31 Jan 2007

Brochure ANTIFASCISME - Ibrahim Kaypakkaya

Submitted by Anonyme (non vérifié)

Présentation

Ibrahim Kaypakkaya (1949-1973) est l’une des principales figures du mouvement issu de 1968 en Turquie. Jeune étudiant il a analysé de manière approfondie la Turquie et en a conclu que celle-ci est un pays fasciste, le kémalisme correspondant à une forme de fascisme typique des pays néo-colonisés. Il meurt à 24 ans après avoir fondé une guérilla.

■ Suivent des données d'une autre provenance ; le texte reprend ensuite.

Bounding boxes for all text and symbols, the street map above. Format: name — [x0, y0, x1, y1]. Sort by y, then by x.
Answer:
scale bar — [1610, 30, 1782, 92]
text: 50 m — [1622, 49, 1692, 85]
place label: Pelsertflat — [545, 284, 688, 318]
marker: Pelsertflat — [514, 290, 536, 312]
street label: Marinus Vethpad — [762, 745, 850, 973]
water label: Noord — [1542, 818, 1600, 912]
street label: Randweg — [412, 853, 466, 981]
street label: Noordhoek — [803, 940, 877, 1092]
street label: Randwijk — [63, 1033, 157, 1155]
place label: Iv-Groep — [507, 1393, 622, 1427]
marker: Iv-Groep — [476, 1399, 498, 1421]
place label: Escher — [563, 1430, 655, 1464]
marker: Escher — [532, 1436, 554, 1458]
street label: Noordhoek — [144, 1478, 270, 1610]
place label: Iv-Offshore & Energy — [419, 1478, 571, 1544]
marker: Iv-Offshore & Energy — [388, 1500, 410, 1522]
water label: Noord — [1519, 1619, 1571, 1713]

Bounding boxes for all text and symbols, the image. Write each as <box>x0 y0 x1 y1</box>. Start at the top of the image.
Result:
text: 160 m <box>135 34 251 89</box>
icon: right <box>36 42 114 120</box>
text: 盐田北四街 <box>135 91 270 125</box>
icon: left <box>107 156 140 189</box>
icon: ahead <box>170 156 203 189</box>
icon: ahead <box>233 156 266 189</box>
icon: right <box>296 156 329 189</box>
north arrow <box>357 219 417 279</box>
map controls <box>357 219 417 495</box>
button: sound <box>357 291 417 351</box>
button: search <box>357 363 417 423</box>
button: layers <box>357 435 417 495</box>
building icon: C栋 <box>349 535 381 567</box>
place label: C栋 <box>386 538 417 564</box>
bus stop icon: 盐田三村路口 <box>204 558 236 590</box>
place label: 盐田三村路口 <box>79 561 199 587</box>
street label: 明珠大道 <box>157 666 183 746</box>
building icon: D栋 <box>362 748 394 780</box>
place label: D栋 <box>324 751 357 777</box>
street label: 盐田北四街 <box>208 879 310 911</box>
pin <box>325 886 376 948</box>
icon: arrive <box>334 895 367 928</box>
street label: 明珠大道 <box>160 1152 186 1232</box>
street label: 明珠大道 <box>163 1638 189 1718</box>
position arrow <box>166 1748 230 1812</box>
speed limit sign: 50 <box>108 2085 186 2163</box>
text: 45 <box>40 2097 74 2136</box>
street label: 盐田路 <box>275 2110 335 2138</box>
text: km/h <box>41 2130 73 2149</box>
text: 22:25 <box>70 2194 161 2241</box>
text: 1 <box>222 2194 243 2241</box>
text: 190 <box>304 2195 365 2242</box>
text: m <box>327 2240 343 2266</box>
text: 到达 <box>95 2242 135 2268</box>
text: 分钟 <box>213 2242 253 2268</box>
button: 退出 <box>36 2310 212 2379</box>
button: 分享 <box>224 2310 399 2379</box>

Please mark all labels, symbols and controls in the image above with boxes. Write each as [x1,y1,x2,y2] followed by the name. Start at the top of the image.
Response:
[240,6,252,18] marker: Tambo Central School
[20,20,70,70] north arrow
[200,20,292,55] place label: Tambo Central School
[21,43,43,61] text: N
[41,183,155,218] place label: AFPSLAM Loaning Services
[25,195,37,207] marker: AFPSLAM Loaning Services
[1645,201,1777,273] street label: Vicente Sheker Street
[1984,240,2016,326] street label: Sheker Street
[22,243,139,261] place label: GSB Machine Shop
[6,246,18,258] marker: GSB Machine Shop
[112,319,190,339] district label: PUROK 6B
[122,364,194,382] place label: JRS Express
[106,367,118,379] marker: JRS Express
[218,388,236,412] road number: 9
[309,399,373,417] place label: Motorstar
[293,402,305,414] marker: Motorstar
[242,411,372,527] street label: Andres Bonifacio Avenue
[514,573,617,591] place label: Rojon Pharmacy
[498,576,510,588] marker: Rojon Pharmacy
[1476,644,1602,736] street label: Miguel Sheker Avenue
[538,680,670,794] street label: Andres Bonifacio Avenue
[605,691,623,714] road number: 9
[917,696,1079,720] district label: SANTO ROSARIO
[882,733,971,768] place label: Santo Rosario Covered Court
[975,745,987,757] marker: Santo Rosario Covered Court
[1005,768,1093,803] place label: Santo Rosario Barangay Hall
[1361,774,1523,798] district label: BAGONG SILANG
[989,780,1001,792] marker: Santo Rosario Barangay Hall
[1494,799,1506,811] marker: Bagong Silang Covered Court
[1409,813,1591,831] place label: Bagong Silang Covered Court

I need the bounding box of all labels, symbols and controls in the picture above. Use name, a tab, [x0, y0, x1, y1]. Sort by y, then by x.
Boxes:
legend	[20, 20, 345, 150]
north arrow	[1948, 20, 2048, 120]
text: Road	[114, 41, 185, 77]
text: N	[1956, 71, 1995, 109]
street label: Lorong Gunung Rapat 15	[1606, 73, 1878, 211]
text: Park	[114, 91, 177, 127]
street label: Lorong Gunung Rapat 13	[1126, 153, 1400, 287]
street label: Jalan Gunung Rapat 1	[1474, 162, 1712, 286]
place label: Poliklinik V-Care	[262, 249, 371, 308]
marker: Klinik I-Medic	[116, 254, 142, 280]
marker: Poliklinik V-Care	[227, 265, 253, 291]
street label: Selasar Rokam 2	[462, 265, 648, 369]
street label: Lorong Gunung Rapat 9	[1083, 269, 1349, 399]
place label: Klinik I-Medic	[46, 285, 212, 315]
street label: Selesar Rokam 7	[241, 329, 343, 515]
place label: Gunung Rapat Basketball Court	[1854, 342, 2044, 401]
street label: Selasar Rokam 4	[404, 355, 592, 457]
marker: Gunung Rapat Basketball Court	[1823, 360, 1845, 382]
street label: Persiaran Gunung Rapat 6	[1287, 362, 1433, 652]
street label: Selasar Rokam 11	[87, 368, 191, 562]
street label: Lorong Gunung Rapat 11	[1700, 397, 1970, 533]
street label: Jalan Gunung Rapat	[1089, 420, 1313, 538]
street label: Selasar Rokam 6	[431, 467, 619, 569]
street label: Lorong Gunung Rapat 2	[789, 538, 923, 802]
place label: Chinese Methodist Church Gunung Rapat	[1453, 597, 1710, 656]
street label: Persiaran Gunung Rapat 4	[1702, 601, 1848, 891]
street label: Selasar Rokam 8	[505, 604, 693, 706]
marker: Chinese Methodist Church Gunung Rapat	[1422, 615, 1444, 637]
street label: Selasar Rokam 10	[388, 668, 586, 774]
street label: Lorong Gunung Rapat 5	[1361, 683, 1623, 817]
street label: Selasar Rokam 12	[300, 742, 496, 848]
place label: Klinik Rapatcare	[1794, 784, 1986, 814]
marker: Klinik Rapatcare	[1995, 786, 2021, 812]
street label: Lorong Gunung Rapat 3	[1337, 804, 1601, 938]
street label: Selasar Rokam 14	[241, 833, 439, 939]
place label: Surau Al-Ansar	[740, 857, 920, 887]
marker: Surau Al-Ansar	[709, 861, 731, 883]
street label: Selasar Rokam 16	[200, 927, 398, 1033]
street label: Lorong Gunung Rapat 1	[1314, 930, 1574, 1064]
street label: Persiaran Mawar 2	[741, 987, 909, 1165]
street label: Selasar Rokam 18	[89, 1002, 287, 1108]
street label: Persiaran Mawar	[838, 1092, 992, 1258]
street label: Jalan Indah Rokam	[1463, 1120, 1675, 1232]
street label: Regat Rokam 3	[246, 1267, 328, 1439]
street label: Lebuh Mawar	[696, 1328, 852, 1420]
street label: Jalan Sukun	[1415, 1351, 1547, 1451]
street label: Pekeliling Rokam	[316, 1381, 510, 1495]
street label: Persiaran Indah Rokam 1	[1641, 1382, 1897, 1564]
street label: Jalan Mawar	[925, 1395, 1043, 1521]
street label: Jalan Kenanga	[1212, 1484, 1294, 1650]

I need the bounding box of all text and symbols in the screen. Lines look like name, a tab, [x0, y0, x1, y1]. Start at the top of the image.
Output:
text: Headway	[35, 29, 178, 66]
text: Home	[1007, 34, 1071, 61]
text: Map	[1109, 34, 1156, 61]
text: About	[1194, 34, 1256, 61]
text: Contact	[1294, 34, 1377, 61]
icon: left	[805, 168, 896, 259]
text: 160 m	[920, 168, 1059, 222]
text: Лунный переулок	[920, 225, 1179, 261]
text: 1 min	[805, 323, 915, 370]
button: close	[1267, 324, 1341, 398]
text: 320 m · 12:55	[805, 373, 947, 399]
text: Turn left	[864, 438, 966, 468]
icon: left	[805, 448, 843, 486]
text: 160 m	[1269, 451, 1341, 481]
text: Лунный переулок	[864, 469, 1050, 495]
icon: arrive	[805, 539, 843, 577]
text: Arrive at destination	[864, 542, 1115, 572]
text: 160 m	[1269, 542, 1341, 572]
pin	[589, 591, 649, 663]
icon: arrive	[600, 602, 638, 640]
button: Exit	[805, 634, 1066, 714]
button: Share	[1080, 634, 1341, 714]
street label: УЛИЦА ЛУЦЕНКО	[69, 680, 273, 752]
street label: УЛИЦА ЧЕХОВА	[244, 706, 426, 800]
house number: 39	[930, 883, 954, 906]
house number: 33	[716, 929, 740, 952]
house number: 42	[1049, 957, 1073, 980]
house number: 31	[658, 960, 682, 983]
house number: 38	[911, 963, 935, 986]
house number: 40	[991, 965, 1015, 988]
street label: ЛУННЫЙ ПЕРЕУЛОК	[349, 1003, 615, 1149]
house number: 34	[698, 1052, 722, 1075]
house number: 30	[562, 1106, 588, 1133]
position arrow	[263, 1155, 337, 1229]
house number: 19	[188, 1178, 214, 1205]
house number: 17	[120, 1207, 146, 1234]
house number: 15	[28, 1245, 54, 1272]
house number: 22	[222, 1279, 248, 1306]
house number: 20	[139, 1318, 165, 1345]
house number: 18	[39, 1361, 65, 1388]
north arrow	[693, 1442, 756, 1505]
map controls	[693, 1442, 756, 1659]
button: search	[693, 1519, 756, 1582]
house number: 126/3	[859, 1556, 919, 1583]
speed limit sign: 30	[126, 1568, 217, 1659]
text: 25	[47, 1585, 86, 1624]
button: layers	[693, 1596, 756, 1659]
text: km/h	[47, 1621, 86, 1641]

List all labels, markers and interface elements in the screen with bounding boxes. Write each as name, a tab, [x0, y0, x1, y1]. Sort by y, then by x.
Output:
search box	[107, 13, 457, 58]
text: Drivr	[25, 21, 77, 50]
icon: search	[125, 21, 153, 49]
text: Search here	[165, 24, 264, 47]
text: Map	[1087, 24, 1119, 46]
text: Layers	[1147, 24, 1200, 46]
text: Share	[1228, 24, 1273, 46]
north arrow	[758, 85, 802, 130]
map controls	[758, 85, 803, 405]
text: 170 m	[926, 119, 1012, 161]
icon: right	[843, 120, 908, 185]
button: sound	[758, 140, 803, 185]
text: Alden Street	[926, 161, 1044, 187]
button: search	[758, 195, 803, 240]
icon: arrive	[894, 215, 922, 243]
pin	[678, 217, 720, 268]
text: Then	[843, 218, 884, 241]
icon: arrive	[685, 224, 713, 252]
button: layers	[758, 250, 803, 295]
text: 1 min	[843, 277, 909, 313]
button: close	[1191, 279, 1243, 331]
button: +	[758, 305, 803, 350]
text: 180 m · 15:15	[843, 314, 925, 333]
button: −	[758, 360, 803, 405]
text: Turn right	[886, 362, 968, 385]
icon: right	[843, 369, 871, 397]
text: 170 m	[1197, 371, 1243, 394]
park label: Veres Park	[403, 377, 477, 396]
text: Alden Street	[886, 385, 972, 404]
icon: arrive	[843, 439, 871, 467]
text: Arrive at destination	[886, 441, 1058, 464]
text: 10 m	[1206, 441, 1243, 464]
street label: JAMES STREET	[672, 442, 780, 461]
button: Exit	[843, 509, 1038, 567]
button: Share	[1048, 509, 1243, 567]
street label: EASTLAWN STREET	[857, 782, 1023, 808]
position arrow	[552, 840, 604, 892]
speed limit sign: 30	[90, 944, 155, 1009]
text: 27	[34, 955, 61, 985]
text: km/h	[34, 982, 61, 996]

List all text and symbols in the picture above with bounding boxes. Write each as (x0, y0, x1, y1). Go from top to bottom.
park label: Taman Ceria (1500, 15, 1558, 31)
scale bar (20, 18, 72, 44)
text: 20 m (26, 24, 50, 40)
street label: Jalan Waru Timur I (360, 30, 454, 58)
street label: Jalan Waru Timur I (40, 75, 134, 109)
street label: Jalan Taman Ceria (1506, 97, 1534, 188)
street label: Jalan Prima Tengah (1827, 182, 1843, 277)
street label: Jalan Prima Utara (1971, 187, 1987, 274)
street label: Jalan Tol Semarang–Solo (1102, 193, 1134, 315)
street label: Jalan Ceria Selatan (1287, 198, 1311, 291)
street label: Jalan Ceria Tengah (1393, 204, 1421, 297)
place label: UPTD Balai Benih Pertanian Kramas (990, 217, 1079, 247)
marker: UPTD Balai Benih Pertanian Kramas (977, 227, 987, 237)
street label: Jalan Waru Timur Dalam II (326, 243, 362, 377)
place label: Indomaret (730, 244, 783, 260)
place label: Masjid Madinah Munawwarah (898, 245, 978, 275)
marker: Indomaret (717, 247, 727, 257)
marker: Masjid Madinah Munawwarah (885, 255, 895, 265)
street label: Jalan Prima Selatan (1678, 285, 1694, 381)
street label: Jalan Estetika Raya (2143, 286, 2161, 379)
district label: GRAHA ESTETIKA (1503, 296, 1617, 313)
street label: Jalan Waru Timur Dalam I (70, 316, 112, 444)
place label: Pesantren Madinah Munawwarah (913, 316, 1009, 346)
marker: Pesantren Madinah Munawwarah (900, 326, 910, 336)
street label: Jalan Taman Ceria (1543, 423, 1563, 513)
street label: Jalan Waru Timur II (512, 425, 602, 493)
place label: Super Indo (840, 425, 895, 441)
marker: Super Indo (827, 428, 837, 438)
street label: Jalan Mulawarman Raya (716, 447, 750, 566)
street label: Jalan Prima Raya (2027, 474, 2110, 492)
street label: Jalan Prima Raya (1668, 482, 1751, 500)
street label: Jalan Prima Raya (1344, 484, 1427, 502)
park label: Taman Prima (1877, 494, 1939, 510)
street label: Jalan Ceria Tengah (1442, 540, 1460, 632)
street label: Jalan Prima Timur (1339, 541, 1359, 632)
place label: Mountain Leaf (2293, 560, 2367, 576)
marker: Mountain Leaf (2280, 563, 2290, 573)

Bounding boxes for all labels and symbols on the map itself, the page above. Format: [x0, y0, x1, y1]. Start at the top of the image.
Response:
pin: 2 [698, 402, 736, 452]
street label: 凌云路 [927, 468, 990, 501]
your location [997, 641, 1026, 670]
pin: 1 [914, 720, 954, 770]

Le kémalisme: pseudo démocratie, vrai fascisme

Au sortir de la première guerre mondiale, la Turquie a vécu une « révolution », guidée par Mustafa Kémal et ayant amené une modernisation du pays, qui devint une république, défendant notamment la laïcité. Ibrahim Kaypakkaya a été le premier théoricien à considérer que cette révolution était en fait une révolution par en haut, instaurant un régime fasciste.

Si aujourd’hui l’extrême-gauche en Turquie considère ce pays comme fasciste, les avis divergent concernant le moment où le fascisme est apparu. Certains considèrent que le kémalisme a été trahi, d’autres que le kémalisme a modifié sa nature après avoir libéré le pays pour lui donner son indépendance. Kaypakkaya affirme au contraire que le kémalisme est une révolution par en haut pour empêcher celle par en bas.

Pour des raisons historiques, la Turquie était avant la première guerre mondiale l’empire ottoman; totalement sous le contrôle des capitaux européens, il a été amené par l’Allemagne à s’engager à ses côtés dans le conflit mondial. Selon Kaypakkaya, qui reprend l’analyse de Mao Zedong sur la Chine, la « révolution » kémaliste n’a consisté qu’en la liquidation des anciennes couches semi-coloniales semiféodales par des nouvelles. La « turquification » du pays s’explique ainsi: les couches sociales éjectées du pouvoir étaient notamment grecques et arméniennes. D’où les slogans nationalistes en Turquie valables encore aujourd’hui comme « un turc vaut monde » ou « heureux celui qui peut dire: je suis un Turc », ou la conception (appelée
théorie soleil-langue) comme quoi toutes les langues du monde viennent du turc, etc.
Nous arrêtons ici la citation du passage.